*Task requirements:* All of the data below is to be repeated exactly, except for the pictures.

*Dataset excerpt:*

=-=-=-=-=

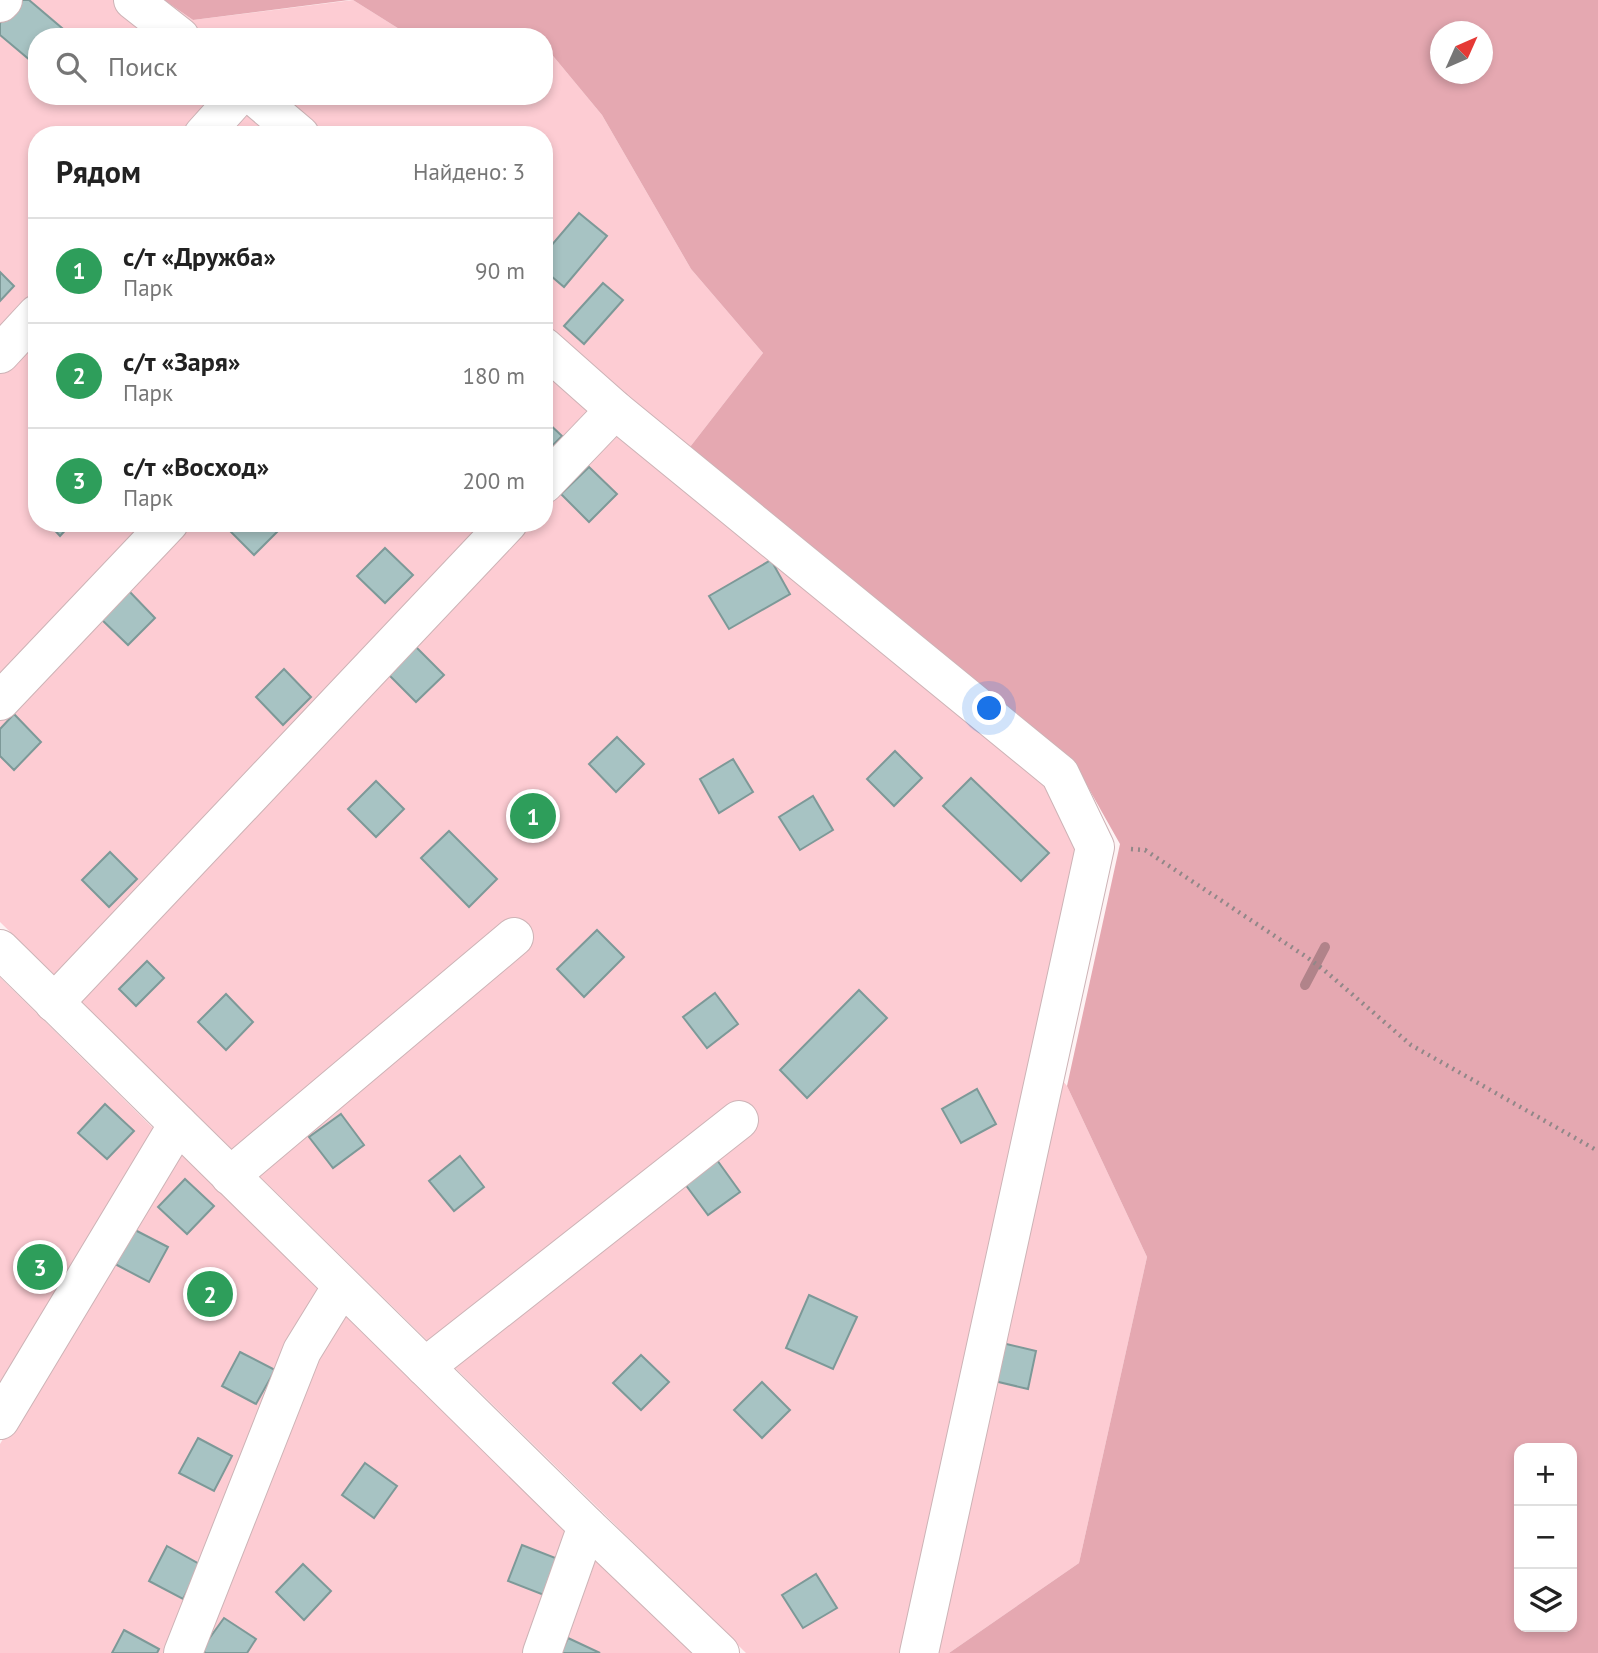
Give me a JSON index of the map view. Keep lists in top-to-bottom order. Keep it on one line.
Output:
{"north":"top right","page":{"search":"Поиск","heading":["Рядом","Найдено: 3"],"list":[{"mark":"1","name":"с/т «Дружба»","note":"Парк","value":"90 m"},{"mark":"2","name":"с/т «Заря»","note":"Парк","value":"180 m"},{"mark":"3","name":"с/т «Восход»","note":"Парк","value":"200 m"}],"pins":["1","3","2"],"map_buttons":["+","−"]}}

=-=-=-=-=

*Output of the task:*
Give me a JSON index of the map view. Keep lists in top-to-bottom order. Keep it on one line.
Output:
{"north":"top right","page":{"search":"Поиск","heading":["Рядом","Найдено: 3"],"list":[{"mark":"1","name":"с/т «Дружба»","note":"Парк","value":"90 m"},{"mark":"2","name":"с/т «Заря»","note":"Парк","value":"180 m"},{"mark":"3","name":"с/т «Восход»","note":"Парк","value":"200 m"}],"pins":["1","3","2"],"map_buttons":["+","−"]}}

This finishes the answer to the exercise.